James Kerkvliet (James) appeals an order denying his motion to transfer the primary physical placement of his four minor children from his former wife Georgette Kerkvliet (Georgette) to himself. As provided by sec. 767.327, Stats., which governs the moving of a minor child's residence outside the state of Wisconsin by a divorced parent, 1 James sought the change in physical placement in response to Georgette's statutory notice to him that she intended to move with the children to Florida. The family court ruled that although each of the change in placement factors delineated in sec. 767.327(5) weighed in James' favor, it was nevertheless in the best interests of the children to *934 retain their primary placement with Georgette. Because the court's discretionary ruling was based upon a correct interpretation of the law, we affirm.

James and Georgette were adjudged divorced on October 17,1984, after nine years of marriage. The judgment awarded James and Georgette joint legal custody of their four minor children, whose ages now range from fifteen to seven. James was granted visitation rights. 2 James and Georgette are, as they were at the time of the divorce, both teachers in the Racine Unified School District.

In May of 1990, as required by sec. 767.327(1), Stats., Georgette gave notice to James of her intent to remove the children to Florida. James responded by filing a motion to change the primary placement of the children. See sec. 767.327(2). The matter was referred to mediation. After the mediation proved unsuccessful, a hearing on James' motion was held before the trial court on March 12, 1991.

At the hearing, Georgette testified as to her reasons for wanting to move to Florida.
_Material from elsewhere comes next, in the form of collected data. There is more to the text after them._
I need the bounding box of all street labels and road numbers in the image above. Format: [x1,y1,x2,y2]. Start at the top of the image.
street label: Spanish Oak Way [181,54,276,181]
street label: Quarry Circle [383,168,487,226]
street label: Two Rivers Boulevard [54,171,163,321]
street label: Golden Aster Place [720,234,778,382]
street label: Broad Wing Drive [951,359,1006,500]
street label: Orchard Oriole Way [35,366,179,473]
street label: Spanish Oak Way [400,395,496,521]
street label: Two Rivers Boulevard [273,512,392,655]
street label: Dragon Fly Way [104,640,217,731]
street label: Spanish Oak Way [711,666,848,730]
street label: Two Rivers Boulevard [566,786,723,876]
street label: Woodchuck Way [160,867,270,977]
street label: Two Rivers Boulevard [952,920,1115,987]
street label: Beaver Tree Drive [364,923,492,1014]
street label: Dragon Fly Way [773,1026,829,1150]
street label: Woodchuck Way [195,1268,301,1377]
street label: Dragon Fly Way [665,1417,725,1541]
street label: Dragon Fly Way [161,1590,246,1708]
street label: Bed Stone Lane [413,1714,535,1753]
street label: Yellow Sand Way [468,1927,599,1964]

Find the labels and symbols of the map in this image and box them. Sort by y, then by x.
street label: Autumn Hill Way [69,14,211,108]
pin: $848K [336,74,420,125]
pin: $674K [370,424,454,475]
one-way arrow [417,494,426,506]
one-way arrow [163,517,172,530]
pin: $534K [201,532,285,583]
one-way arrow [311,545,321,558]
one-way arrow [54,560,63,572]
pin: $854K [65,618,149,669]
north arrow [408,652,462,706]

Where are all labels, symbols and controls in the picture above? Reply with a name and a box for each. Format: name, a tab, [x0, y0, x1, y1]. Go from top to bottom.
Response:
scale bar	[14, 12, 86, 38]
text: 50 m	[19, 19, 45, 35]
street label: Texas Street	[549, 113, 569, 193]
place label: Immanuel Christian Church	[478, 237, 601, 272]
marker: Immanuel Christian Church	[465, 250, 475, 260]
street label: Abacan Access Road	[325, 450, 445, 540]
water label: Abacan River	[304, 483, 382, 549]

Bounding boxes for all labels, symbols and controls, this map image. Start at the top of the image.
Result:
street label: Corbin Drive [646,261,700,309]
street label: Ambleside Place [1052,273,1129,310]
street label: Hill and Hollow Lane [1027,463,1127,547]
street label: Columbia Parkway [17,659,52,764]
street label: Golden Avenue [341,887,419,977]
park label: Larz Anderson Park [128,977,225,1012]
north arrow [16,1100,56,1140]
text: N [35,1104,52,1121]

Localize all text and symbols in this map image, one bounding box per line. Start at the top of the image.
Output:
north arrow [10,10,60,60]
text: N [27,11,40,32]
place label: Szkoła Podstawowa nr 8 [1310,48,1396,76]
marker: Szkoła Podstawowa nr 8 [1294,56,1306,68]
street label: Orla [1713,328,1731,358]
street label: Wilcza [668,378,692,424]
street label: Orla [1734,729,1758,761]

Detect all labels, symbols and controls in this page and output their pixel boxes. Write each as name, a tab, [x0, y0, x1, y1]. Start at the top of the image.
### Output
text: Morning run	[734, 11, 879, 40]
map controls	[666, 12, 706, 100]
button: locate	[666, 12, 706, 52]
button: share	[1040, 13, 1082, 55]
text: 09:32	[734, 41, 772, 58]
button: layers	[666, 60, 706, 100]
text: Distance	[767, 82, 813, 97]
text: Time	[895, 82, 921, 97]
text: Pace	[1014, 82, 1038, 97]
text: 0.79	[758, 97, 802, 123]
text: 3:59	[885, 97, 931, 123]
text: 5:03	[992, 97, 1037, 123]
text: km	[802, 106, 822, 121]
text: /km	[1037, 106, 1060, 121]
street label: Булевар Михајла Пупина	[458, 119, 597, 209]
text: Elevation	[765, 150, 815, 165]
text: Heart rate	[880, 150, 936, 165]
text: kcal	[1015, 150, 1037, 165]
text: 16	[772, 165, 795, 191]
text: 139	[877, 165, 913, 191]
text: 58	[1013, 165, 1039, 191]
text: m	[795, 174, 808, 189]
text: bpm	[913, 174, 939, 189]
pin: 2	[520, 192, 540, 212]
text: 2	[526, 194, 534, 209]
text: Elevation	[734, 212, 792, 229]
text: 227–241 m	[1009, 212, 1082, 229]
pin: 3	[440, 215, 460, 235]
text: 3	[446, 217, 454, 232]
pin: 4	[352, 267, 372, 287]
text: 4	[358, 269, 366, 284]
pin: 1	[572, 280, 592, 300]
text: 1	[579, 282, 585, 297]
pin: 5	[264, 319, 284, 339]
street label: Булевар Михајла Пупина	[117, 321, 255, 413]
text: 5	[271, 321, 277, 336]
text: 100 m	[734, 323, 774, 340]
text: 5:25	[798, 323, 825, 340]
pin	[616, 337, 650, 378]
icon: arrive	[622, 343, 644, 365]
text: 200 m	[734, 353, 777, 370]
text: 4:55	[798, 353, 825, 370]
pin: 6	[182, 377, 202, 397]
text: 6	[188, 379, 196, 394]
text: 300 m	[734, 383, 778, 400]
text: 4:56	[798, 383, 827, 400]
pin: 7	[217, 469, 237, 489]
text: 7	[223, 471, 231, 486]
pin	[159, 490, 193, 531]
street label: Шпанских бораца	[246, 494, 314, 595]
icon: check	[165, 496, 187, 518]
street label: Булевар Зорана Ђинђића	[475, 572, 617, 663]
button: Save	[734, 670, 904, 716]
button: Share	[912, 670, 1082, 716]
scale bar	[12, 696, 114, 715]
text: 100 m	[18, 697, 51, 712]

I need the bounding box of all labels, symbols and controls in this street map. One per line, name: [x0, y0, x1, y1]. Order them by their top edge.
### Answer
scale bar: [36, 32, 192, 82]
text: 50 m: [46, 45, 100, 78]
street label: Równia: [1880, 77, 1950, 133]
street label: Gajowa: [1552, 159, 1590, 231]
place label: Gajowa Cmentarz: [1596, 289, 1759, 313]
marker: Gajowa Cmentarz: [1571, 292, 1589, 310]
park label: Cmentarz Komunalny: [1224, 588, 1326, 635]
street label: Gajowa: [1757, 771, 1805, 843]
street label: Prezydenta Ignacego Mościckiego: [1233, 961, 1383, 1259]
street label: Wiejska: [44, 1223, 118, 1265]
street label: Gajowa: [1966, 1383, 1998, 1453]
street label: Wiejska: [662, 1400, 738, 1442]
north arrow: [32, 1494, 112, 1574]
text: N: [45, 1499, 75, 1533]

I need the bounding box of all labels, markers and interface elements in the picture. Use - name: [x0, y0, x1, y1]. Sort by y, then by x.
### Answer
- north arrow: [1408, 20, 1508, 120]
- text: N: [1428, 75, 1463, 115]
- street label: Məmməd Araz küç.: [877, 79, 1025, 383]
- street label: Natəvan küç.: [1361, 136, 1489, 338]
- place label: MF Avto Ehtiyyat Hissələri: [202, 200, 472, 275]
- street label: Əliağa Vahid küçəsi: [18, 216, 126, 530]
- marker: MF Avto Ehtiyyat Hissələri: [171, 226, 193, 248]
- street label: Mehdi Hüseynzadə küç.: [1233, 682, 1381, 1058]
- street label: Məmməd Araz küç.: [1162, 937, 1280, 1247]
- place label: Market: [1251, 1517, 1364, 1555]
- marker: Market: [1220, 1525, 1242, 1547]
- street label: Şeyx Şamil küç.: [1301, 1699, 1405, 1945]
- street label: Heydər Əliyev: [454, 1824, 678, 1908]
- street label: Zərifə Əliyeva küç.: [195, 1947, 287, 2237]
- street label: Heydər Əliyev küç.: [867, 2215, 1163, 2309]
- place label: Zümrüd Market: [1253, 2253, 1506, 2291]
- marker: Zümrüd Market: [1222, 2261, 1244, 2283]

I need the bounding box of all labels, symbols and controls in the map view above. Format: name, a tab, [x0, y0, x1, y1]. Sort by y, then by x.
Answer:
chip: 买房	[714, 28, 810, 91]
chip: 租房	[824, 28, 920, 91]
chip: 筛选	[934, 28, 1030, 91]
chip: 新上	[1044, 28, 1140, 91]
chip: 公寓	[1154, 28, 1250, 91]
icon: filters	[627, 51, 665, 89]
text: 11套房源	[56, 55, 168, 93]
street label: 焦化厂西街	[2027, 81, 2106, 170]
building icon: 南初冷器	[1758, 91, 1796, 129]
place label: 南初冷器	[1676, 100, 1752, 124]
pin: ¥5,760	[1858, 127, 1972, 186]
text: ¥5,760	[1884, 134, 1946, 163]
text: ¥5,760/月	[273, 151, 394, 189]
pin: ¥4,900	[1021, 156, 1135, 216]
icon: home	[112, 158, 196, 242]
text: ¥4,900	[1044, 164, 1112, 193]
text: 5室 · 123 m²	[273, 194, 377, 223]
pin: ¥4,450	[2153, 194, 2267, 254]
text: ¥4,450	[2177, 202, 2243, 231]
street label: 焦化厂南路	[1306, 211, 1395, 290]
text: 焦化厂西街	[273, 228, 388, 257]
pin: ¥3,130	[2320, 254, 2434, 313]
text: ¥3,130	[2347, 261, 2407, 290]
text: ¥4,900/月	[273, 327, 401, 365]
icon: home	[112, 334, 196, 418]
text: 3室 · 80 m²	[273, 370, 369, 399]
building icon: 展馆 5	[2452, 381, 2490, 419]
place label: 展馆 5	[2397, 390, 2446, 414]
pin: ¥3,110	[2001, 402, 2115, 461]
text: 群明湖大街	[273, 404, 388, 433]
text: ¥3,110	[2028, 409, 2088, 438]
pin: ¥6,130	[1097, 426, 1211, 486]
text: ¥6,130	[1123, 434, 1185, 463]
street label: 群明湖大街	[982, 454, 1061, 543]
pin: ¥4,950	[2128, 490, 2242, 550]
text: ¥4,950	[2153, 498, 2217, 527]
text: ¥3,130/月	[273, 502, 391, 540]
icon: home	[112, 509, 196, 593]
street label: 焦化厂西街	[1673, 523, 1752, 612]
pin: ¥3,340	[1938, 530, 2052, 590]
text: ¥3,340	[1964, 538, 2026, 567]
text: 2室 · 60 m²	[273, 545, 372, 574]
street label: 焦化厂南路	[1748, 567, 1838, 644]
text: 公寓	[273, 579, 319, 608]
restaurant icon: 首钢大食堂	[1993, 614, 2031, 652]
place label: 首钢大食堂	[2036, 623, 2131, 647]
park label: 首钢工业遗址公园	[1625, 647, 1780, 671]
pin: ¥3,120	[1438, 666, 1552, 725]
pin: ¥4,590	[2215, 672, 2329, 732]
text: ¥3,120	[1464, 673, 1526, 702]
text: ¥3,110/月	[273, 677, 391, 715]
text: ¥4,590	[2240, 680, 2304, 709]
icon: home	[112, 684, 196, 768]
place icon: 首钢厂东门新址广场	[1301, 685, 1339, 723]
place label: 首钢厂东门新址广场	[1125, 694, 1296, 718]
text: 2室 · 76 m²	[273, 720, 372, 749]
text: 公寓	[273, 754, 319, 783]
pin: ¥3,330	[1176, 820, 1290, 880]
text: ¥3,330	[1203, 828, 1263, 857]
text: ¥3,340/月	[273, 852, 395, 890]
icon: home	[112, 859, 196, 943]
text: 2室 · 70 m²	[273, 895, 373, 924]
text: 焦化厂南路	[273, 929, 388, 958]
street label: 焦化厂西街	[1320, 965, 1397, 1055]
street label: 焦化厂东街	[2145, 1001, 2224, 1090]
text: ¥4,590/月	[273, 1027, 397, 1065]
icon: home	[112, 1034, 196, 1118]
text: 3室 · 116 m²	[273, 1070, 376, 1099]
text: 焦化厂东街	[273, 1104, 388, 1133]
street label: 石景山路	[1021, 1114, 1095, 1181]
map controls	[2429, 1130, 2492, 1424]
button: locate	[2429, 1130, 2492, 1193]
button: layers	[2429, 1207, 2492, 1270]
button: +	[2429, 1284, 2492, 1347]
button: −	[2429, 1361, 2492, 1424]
Referencing the changing racial composition of Racine and the Racine Unified School District during her tenure as an elementary school teacher, Georgette testified that she was unhappy with the "value system" and "lifestyle" in her school and in her neighborhood. Georgette offered several reasons for choosing Florida: she could have "a different situation for [her] teaching"; ''[t]hey do not have bussing in *935 Florida"; "the people in Florida are very open and welcome"; "Florida is very similar to Wisconsin because of the trees and the landscape"; and "the weather."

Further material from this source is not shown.